Push macro call is similar to defmcall, but saves the previous definition. The previous definition can be retrieved with pop. It redefines the macro call name using the same arguments as used in defmcall.

Output: none.

5.4 Functions for defining patterns

builtin: pattern name pattern-part program-instructions [priority]

This functions adds pattern-part to a pattern named name. A pattern with name is automatically initialised when not already used before.

See Patterns for the possibilities of the pattern-part.

The program to be executed when the pattern part is triggered is defined in program. Normally every pattern part has a program, but it can be left out.

The [priority] is used in a special case. Normally a pattern will not be triggered if at the same position a macro is triggered. This is based on the logic that a macro will change the text and that at this position no pattern should also be triggered with the old input. The [priority] can overrule this behaviour by setting a priority of 1 or larger.

An example of a special case where this is used is the pattern for argument collection in the m4 emulation:

0_pattern:m4;[(,][@00- ]*[!-@ff];stack_a begin-1 ;1

This pattern part sets the begin of an argument after optional whitespace ([@00- ]*) and has to include a first non whitespace character ([!-@ff]). It will set the begin of the argument directly before the non whitespace character (the begin-1 instruction). The non whitespace can however also be a macro, like the quote macro. In this case both the pattern part and the macro should be triggered.

Output: none.

builtin: append_p name pattern-part program-instructions [priority]

This function appends pattern-part to the previous pattern part in the pattern named name. It has the same arguments as pattern.

The pattern-part matching will only start when the previously defined pattern-part has triggered.

Output: none.

builtin: clr_pat name

Clears an existing pattern named name.

The pattern still exists after this function call, but it is empty. This can be used to redefine a syntax.

Output: none.

builtin: copy_pat from to

Copies an existing pattern named from to to.

This can be used to reuse a pattern and extend it further in a new pattern.

Output: none.

builtin: program name program-instructions

Defines a program that can be called from other programs.

The name should have a maximum of 8 characters. This is the name that is used to call this program using @name. The program should already be defined before the call instruction can be used, because the instructions are converted into internal codes when a program is defined. If the program is not yet known, then it is not possible to convert the call to an internal code.

Output: none.

5.5 Functions for setting symbols

builtin: specialc special-character string

This function defines a special character (special-character) that expands to string in the name of macros or in pattern-parts.

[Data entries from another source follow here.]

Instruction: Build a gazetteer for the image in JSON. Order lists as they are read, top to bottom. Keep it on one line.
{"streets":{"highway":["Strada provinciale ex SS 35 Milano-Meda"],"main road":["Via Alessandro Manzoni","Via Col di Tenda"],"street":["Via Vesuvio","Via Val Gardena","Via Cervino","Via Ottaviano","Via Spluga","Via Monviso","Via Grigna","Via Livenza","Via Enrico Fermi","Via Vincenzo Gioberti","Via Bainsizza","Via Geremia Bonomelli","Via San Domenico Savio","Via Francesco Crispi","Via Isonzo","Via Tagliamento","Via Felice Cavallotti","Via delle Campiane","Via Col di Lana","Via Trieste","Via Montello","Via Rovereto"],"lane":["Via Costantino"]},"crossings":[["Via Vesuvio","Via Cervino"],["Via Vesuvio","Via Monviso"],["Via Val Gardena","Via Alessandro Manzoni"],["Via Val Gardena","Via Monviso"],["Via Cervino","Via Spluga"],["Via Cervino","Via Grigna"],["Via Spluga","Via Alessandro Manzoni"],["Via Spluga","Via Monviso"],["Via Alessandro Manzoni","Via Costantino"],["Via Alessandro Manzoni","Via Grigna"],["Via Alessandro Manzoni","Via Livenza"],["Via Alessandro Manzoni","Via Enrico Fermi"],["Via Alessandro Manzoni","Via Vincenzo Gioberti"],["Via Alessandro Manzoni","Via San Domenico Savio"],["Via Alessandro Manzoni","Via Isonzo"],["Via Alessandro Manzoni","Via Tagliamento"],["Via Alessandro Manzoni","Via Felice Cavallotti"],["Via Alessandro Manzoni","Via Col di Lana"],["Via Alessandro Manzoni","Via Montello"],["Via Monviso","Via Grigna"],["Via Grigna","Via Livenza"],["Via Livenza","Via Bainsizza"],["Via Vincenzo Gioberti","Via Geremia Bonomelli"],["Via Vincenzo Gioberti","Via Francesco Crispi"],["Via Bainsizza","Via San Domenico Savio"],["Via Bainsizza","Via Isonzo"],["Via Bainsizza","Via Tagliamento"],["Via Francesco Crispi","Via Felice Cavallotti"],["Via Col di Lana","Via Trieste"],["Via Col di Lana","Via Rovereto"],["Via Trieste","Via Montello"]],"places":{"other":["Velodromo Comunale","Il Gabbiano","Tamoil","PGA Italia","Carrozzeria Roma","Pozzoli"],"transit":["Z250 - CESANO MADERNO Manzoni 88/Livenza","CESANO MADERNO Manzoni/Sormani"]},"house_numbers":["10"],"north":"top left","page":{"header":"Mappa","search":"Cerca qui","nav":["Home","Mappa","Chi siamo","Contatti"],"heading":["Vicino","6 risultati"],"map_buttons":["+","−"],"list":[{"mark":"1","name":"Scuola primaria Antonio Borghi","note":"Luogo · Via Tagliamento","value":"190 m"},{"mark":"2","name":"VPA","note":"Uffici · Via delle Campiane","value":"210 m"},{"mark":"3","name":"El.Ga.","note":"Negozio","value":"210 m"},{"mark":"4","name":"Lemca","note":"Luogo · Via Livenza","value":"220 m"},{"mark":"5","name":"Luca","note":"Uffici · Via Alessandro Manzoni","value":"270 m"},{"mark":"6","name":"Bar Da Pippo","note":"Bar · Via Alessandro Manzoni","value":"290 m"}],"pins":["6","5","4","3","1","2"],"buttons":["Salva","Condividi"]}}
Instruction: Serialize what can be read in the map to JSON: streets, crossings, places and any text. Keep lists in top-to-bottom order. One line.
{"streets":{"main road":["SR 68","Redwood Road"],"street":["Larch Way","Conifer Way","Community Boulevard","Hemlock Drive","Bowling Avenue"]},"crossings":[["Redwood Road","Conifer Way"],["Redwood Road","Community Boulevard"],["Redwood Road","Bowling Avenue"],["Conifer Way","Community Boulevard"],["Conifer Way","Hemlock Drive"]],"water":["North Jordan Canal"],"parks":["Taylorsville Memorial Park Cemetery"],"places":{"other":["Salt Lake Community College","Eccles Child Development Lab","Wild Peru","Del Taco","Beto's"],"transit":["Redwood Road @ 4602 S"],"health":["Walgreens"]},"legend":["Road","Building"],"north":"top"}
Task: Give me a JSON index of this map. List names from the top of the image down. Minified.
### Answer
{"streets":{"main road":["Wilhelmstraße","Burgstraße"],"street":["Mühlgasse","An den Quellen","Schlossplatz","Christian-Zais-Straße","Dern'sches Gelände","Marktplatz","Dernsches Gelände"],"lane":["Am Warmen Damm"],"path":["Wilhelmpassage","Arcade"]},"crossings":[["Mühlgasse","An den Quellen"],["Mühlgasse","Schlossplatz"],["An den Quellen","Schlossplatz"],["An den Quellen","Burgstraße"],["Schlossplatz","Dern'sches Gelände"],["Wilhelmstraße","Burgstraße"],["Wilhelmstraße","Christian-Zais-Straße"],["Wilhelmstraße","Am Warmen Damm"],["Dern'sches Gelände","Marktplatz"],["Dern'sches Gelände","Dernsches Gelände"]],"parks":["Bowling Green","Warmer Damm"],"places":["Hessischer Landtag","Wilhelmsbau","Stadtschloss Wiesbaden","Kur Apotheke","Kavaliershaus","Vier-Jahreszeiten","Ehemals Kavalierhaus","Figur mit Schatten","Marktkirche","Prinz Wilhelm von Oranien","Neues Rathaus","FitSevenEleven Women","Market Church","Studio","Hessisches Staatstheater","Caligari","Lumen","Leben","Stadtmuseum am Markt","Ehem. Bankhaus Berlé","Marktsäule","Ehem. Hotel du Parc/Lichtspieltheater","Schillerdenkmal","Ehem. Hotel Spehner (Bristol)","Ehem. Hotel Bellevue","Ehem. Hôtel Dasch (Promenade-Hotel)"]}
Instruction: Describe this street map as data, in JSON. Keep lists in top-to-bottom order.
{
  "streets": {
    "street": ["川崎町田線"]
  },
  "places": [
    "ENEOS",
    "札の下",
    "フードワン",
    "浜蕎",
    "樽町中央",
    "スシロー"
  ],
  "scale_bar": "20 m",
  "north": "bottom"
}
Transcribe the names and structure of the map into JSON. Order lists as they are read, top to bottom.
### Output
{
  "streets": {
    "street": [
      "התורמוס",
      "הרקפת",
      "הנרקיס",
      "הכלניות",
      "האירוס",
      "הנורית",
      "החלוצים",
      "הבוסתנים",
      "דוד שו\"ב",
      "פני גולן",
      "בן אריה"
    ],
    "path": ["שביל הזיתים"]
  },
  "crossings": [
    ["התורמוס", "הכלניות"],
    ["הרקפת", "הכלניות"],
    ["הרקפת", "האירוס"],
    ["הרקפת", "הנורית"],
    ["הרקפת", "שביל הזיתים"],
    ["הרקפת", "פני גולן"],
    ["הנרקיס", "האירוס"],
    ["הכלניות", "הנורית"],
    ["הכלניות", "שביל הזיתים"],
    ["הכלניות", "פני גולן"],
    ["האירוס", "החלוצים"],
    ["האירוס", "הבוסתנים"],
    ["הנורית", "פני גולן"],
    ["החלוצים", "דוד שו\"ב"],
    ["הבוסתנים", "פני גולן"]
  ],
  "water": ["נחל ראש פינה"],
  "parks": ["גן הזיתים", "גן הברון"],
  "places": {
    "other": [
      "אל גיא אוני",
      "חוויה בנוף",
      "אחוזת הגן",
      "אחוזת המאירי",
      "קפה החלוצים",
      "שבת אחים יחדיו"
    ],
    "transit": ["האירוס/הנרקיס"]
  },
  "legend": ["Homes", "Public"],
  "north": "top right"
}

This can be used as a short means of writing repeatedly longer strings. The special character is used by preceding it with "\" in macro names or pattern parts. This preceding character can be set using the charpat function.

The special-character is a single character and can have any byte value.

A redefinition of the special character has no influence on already use of it in macro names and pattern parts.

Output: none.

builtin: charpat pattern-settings

This function defines the characters with a special meaning used in macro names and pattern parts.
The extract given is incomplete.